◆ **WHAT TO WORK ON**
Return each record word for word, keeping none of its pictures.

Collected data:

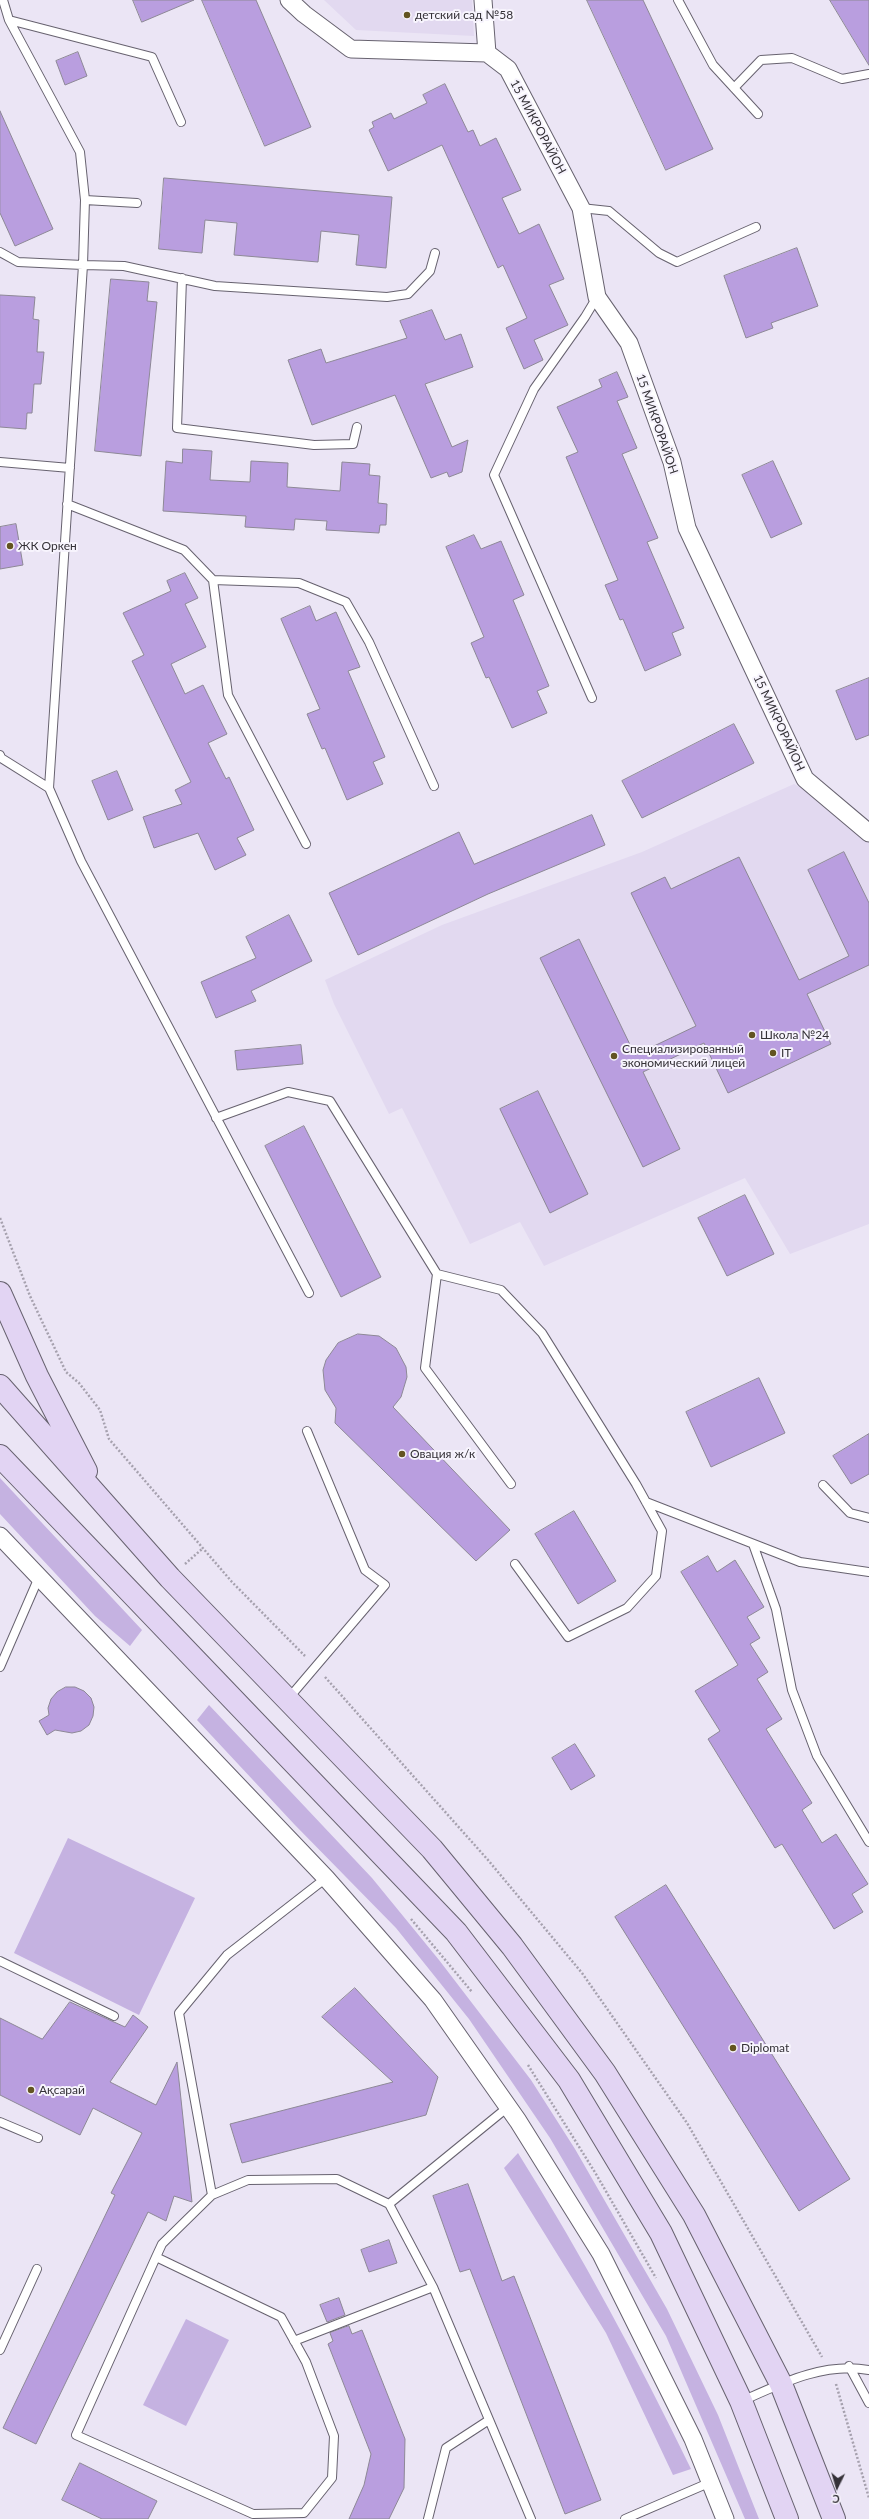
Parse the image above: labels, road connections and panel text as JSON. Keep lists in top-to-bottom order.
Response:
{
  "streets": {
    "street": ["15 МИКРОРАЙОН"]
  },
  "places": [
    "детский сад №58",
    "ЖК Оркен",
    "Школа №24",
    "IT",
    "Специализированный экономический лицей",
    "Овация ж/к",
    "Diplomat",
    "Ақсарай"
  ],
  "north": "bottom"
}
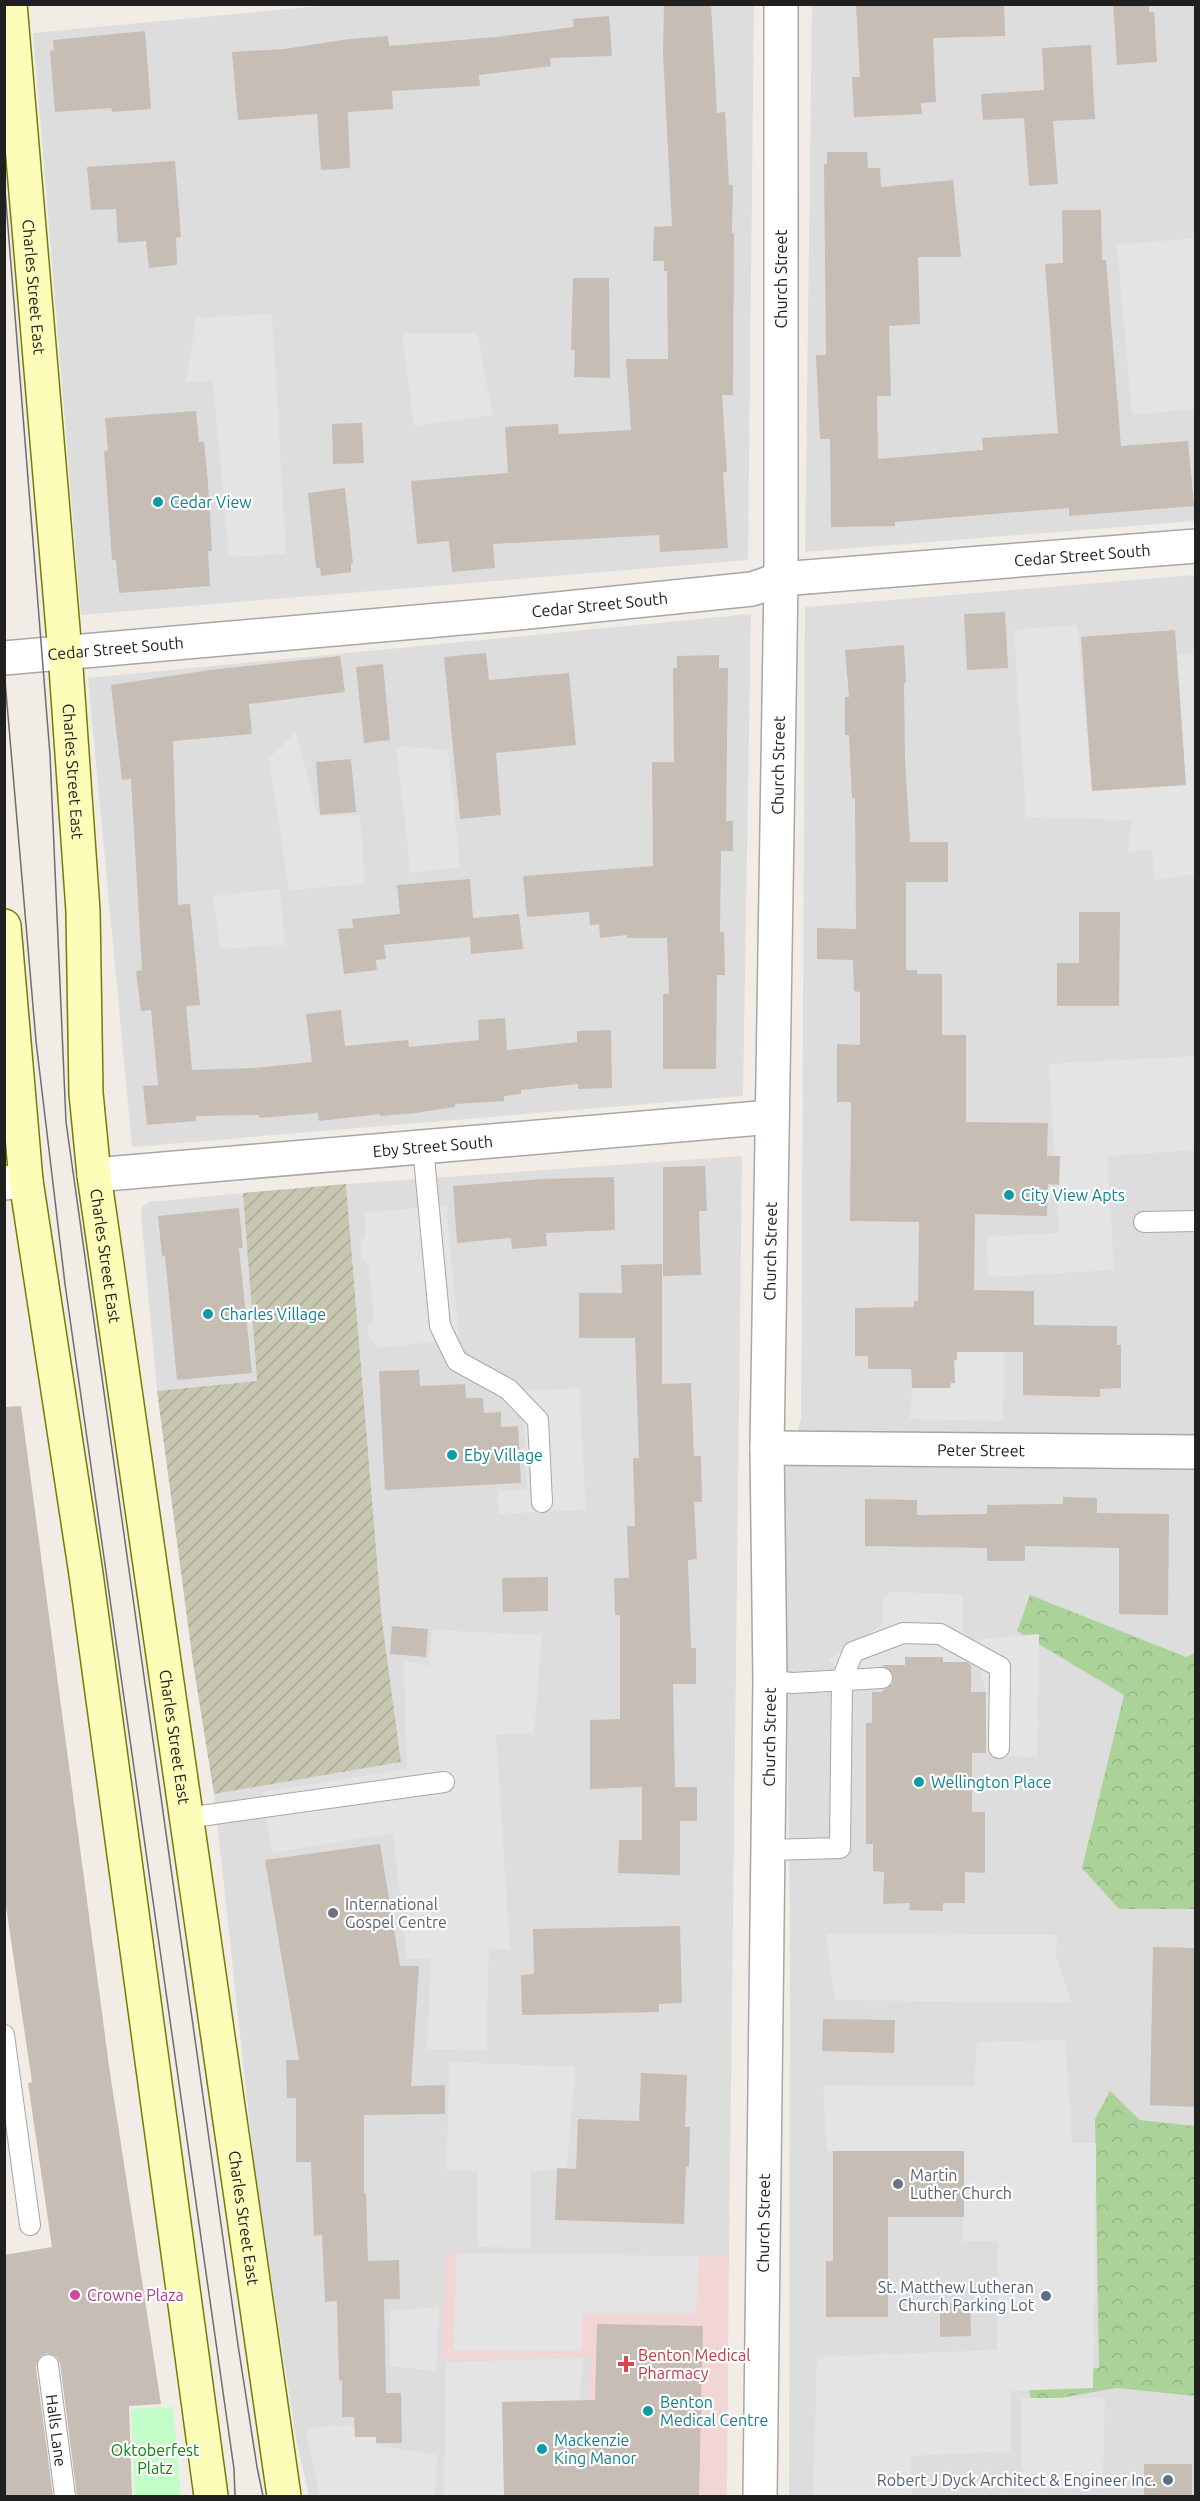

◆ **EXERCISE RESPONSE**
Parse the image above: labels, road connections and panel text as JSON. Keep lists in top-to-bottom order.
Response:
{
  "streets": {
    "street": ["15 МИКРОРАЙОН"]
  },
  "places": [
    "детский сад №58",
    "ЖК Оркен",
    "Школа №24",
    "IT",
    "Специализированный экономический лицей",
    "Овация ж/к",
    "Diplomat",
    "Ақсарай"
  ],
  "north": "bottom"
}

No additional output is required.